Markers of Oxidative Stress and Inflammation in only Diabetic and Obese Ghanaian Populations: The RODAM Study
Samuel N. Darko1, 2, William K.B.A. Owiredu2, Denis Yar1, Charles Agyemang3, Erik Beune3, Juliet Addo4, Ama de Graft Aikins5, Silver Bahendeka6, Frank Mockenhaupt7, Joachim Spranger8, Peter Agyei-Baffour9, Kerstin Klipstein-Grobusch10, 11, Liam Smeeth4, Ellis Owusu-Dabo1, 9, *
Identifiers and Pagination:Year: 2019
First Page: 8
Last Page: 15
Publisher Id: TODIAJ-9-8
Article History:Received Date: 04/03/2019
Revision Received Date: 14/06/2019
Acceptance Date: 08/07/2019
Electronic publication date: 31/07/2019
Collection year: 2019
open-access license: This is an open access article distributed under the terms of the Creative Commons Attribution 4.0 International Public License (CC-BY 4.0), a copy of which is available at: (https://creativecommons.org/licenses/by/4.0/legalcode). This license permits unrestricted use, distribution, and reproduction in any medium, provided the original author and source are credited.
The RODAM study has established a link between peripheral insulin resistance and varying fasting blood glucose levels among Ghanaian populations. However, associations of oxidative stress and inflammation with type 2 Diabetes Mellitus (T2DM) and obesity is yet to be assessed in this population.
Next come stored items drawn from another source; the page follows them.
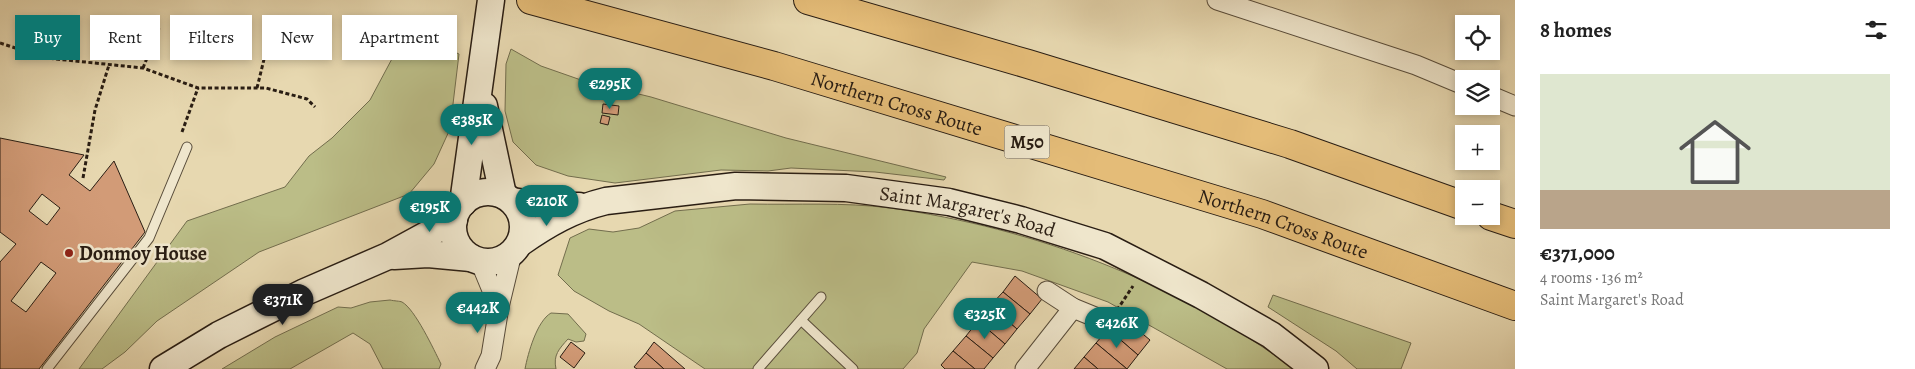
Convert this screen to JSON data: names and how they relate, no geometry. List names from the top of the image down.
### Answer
{
  "streets": {
    "highway": ["Northern Cross Route", "M50"],
    "main road": ["Saint Margaret's Road"]
  },
  "places": ["Donmoy House"],
  "page": {
    "heading": "8 homes",
    "map_buttons": ["+", "−"],
    "chip": [
      "Buy",
      "Rent",
      "Filters",
      "New",
      "Apartment"
    ],
    "list": [
      {
        "name": "€371,000",
        "note": "4 rooms · 136 m² · Saint Margaret's Road"
      }
    ],
    "price": [
      "€295K",
      "€385K",
      "€210K",
      "€195K",
      "€371K",
      "€442K",
      "€325K",
      "€426K"
    ]
  }
}
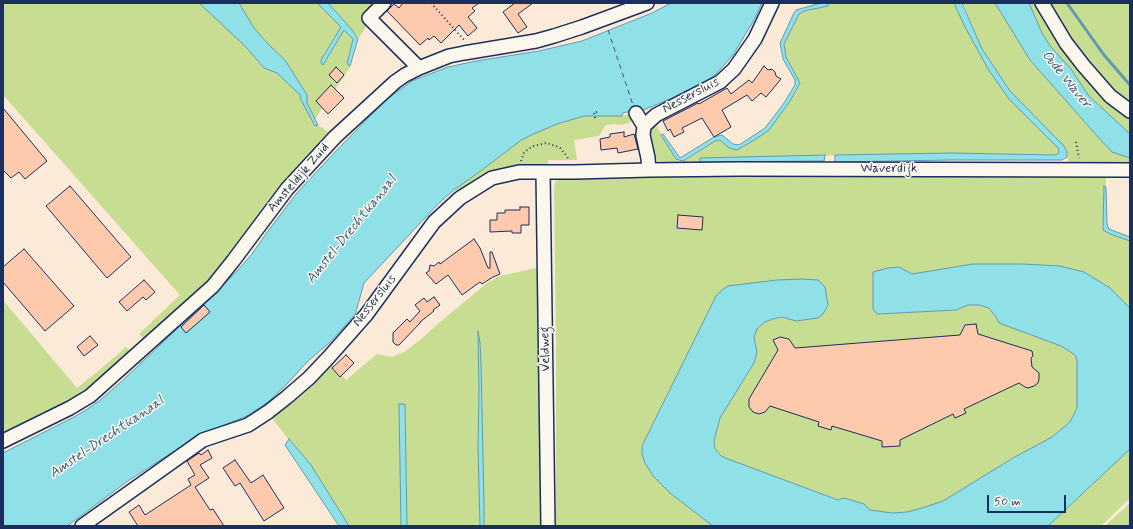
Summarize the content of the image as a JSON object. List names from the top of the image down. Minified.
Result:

This study determined the association of inflammatory and oxidative stress markers in T2DM and obesity among Ghanaian migrants in Europe and non-migrants in Ghana.
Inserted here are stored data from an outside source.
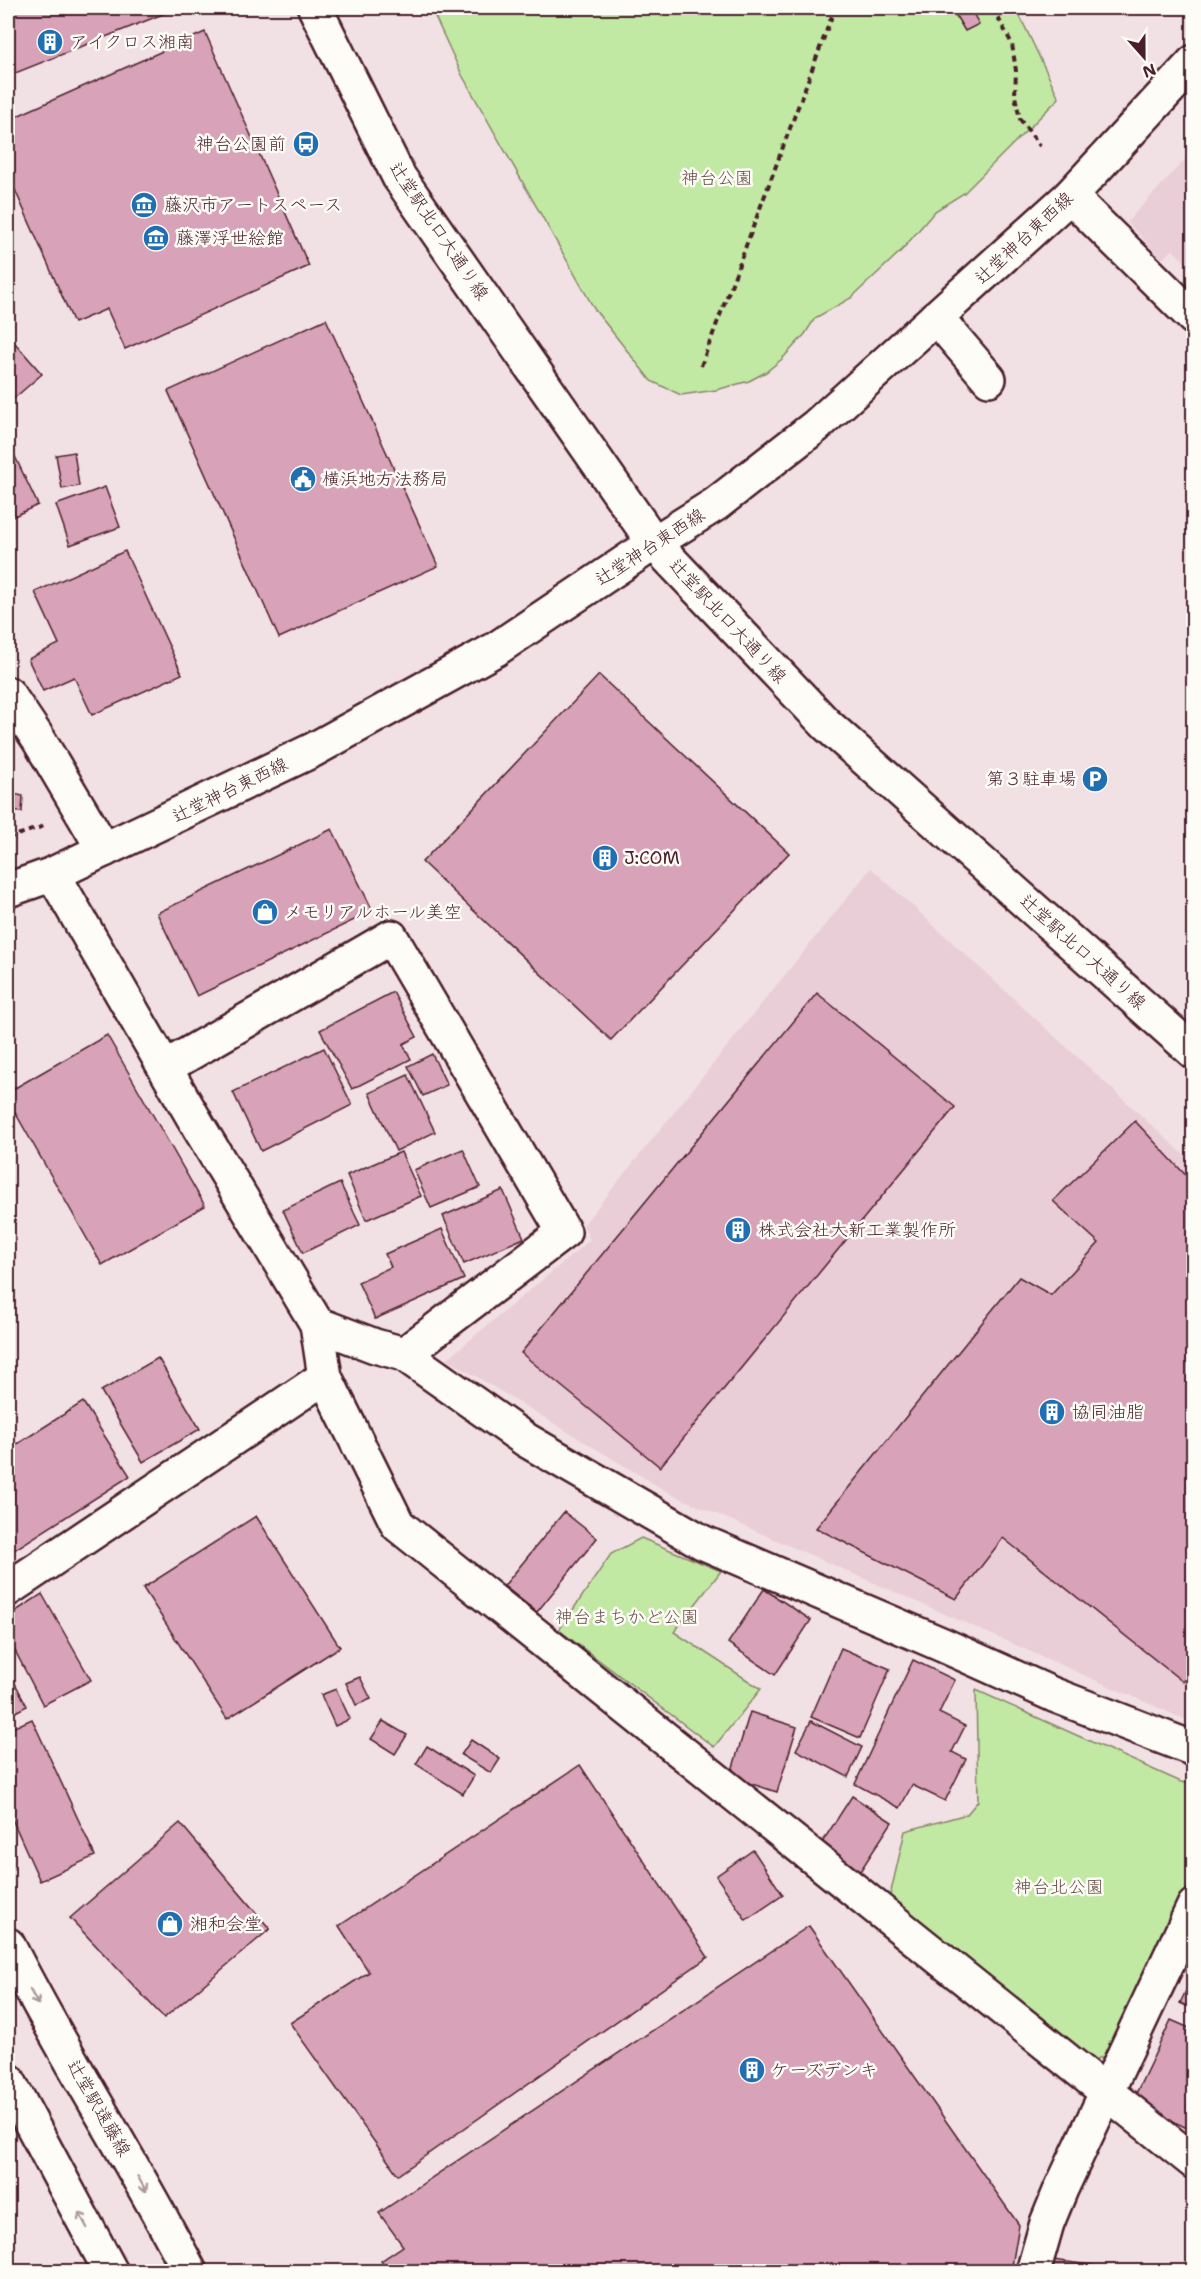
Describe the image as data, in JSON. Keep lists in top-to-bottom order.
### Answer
{
  "streets": {
    "street": ["辻堂駅北口大通り線", "辻堂神台東西線", "辻堂駅遠藤線"]
  },
  "crossings": [
    ["辻堂駅北口大通り線", "辻堂神台東西線"]
  ],
  "parks": ["神台公園", "神台まちかど公園", "神台北公園"],
  "places": {
    "building": [
      "アイクロス湘南",
      "J:COM",
      "株式会社大新工業製作所",
      "協同油脂",
      "ケーズデンキ"
    ],
    "bus stop": ["神台公園前"],
    "museum": ["藤沢市アートスペース", "藤澤浮世絵館"],
    "public building": ["横浜地方法務局"],
    "parking": ["第３駐車場"],
    "shop": ["メモリアルホール美空", "湘和会堂"]
  },
  "north": "bottom"
}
Socio-demographic and anthropometric variables were collected from 5350 participants of 25-70 years and stratified into migrant Ghanaians (n= 2921), urban (n=1411) and rural Ghanaians (n=1018). C-Reactive Protein (CRP), Uric Acid (UA) and ferritin were quantified and associations drawn between these markers and the metabolic disorders using logistic regression.
Overall mean ages (years) were highest for migrant Ghanaians [46.59, 95%CI (46.24, 46.93)] compared to rural [46.49 (45.72, 47.26)] and urban [45.24 (44.65, 45.83)]. CRP was associated with obesity and T2DM respectively in urban [OR=1.531, 95%CI (1.407, 1.666): OR=1.354, 95% CI (1.195, 1.535)] and migrant Ghanaians [OR=1.552, 95% CI (1.449, 1.662): OR=1.405, 95%CI (1.234, 1.600)]. Similarly, ferritin was positively associated (p<0.05) with T2DM in migrant [OR=1.312, 95% CI (1.058, 1.626)], urban [OR=1.972, 95% CI (1.510, 2.575)] and rural Ghanaians [OR=1.240, 95%CI (1.020, 1.507)].
CRP and ferritin are associated with T2DM in Ghanaian populations at varying magnitudes. Moreover, indulgence in lifestyles that elevate inflammation and oxidative stress has the potential to increase risk of T2DM and obesity among Ghanaian populations.